Client Case Study
Evgeny
Senior Product Manager at Lyft
“For months my search felt completely flat — zero applications, zero interviews. Then in March it skyrocketed to 10 to 15 interviews a week, with a 100% conversion rate from recruiter call to hiring manager.”
— Evgeny, Senior Product Manager at Lyft
Evgeny's Story
I'm originally from Russia, and I spent seven or eight years building my IT career in the US — starting as a quality assurance analyst and working my way toward project and product management, solving IT problems for customers across a variety of industries. After earning my MBA at Boston University, I joined Amazon, where I spent the last five years. I started in an ops-facing role at Amazon Fresh automating warehouses for grocery delivery, then moved to SCOT, the supply chain optimization technology team, working on demand forecasting. After a couple of years and a lot of organizational change, it became really hard to grow, and I decided it was better to start looking before the next round of layoffs could impact me. That's when my search began.

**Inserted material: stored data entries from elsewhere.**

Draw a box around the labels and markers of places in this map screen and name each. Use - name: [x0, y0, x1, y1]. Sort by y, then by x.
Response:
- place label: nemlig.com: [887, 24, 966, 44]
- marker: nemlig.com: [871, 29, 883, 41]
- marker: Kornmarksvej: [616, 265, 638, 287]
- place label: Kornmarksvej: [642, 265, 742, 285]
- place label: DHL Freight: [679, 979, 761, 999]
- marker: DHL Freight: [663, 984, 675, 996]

I came into this with an MBA, so I assumed I was equipped — I knew how to build a CV, I knew how to network. But I'd spent five years doing almost nothing to build my network or rehearse my stories, and I quickly realized that interview skills are actual skills that have to be practiced, and I was really bad at them. The market was brutal — late 2025, endless layoffs, fierce competition in product management, and everything shifting under AI. I understood I simply didn't have the skills to land the level of role I wanted in the timeframe I wanted. I was very strategic about choosing a partner, because this was a big investment. What made Intentional Product Manager stand out wasn't the promise of "we'll find you a job" — everyone says that. It was the clarity of the message: we develop this skill in you, and we give you access to the network. It's like a ticket to the tennis club — you're not just talking to one coach, you're joining a community of talented people who know what they want.

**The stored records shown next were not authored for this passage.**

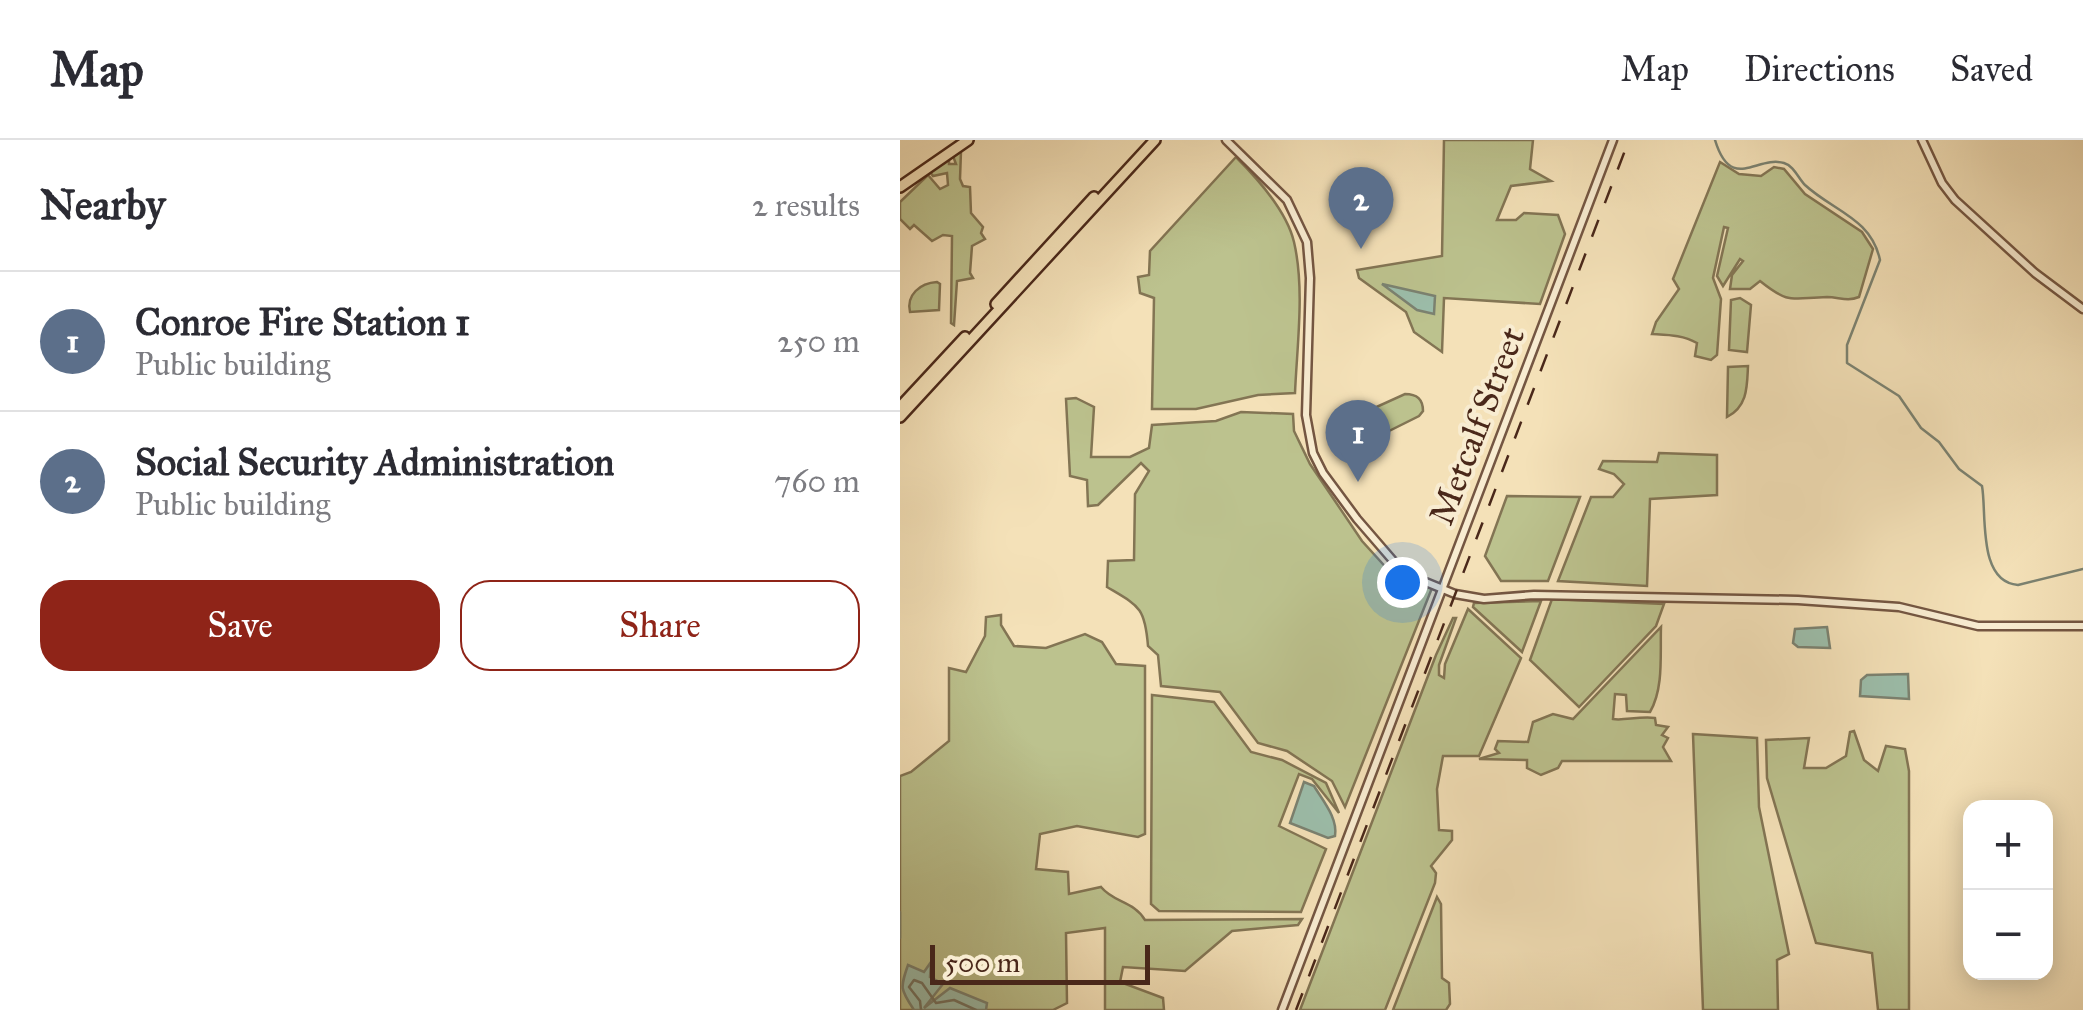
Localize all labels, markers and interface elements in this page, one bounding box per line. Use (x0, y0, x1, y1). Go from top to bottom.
text: Map (50, 40, 144, 99)
text: Map (1621, 48, 1689, 91)
text: Directions (1744, 48, 1895, 91)
text: Saved (1950, 48, 2033, 91)
pin: 2 (1328, 167, 1394, 249)
text: Nearby (40, 179, 165, 231)
text: 2 results (752, 186, 860, 225)
text: Conroe Fire Station 1 (135, 299, 470, 345)
street label: Metcalf Street (1420, 321, 1534, 531)
text: 1 (66, 322, 79, 361)
text: 250 m (777, 322, 860, 361)
text: Public building (135, 345, 330, 384)
pin: 1 (1326, 400, 1390, 482)
text: Social Security Administration (135, 439, 614, 485)
text: 2 (65, 462, 80, 501)
text: 760 m (774, 462, 860, 501)
text: Public building (135, 485, 330, 524)
your location (1377, 557, 1428, 608)
button: Save (40, 580, 440, 671)
button: Share (460, 580, 860, 671)
map controls (1963, 800, 2053, 980)
button: + (1963, 800, 2053, 890)
button: − (1963, 890, 2053, 980)
scale bar (930, 940, 1150, 984)
text: 500 m (945, 945, 1020, 980)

The first thing that struck me was how structured the program is — clear things to do on day one, day two, week one, week two, all the way through the search. What confused me at first was that I wasn't immediately writing my CV or jumping into mock interviews; that's what I thought I came for, and for a few days I felt anxious about it. But I slowly realized that without clearly understanding what you want, who you are, and what your stories are, none of the downstream steps work. It's upstream problem solving — get the narratives right and the resume writes itself and the interview answers land. The clarity session also forced me to name what mattered to me, and I discovered culture had to be near the top; I'd watched people get so excited to join a company only to be drained by its culture, and I didn't want that. Then came a very flat phase — November, December, essentially zero results. January and February I prepared and started applying, and in March it skyrocketed. I had weeks with ten to fifteen interviews, and you have to be the best version of yourself in every single one. I used every resource IPM offered — every class, mock interviews with coaches, mock interviews with community members. No recruiter ever told me no; my conversion rate from recruiter call to hiring manager was 100%.

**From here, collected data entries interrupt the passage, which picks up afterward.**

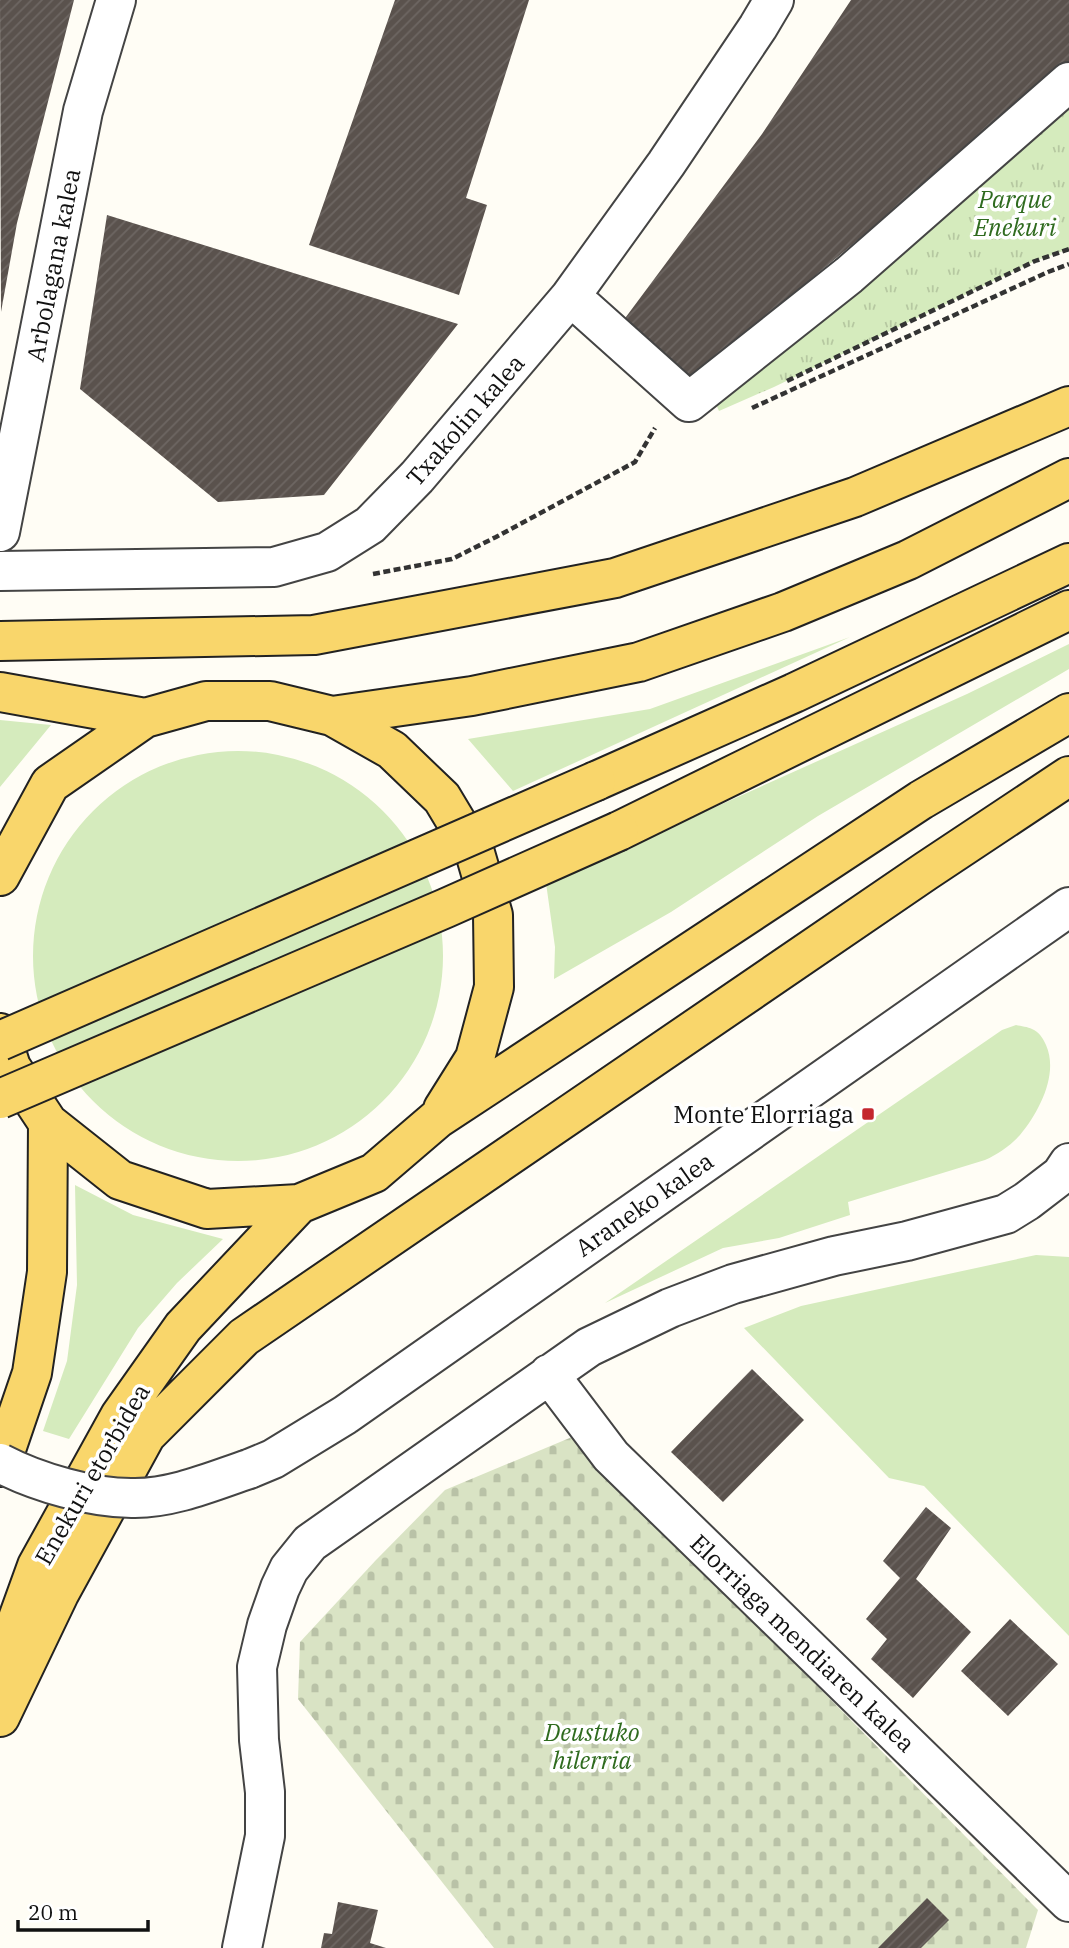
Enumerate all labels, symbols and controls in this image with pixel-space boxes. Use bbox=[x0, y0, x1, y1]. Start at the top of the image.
street label: Arbolagana kalea bbox=[19, 166, 87, 364]
park label: Parque Enekuri bbox=[973, 183, 1057, 243]
street label: Txakolin kalea bbox=[399, 347, 531, 493]
place label: Monte Elorriaga bbox=[673, 1098, 854, 1130]
marker: Monte Elorriaga bbox=[860, 1106, 876, 1122]
street label: Araneko kalea bbox=[569, 1145, 719, 1263]
street label: Enekuri etorbidea bbox=[27, 1378, 157, 1570]
street label: Elorriaga mendiaren kalea bbox=[684, 1527, 922, 1759]
park label: Deustuko hilerria bbox=[543, 1716, 640, 1776]
scale bar bbox=[18, 1888, 147, 1932]
text: 20 m bbox=[28, 1898, 78, 1926]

I landed at Lyft as a Senior Product Manager in the fulfillment organization — the team responsible for matching drivers and riders as efficiently as possible. Think of it as the heart and brain of Lyft, a genuinely critical role, and the culture is exactly the kind of friendly, open environment I'd prioritized. My advice for anyone considering IPM: don't assume every program will land you a job — that's false — but even if it were true, ask what you'll be left with afterward. Not every program gives you a community and resources you can keep using, and there's real support after you land, too. And on the AI question: this isn't a program where you just chat with a bot. There's AI that helps drive things further, but it's paired with human judgment — and AI is only as good as your prompts, which are only as good as your understanding of what you actually want.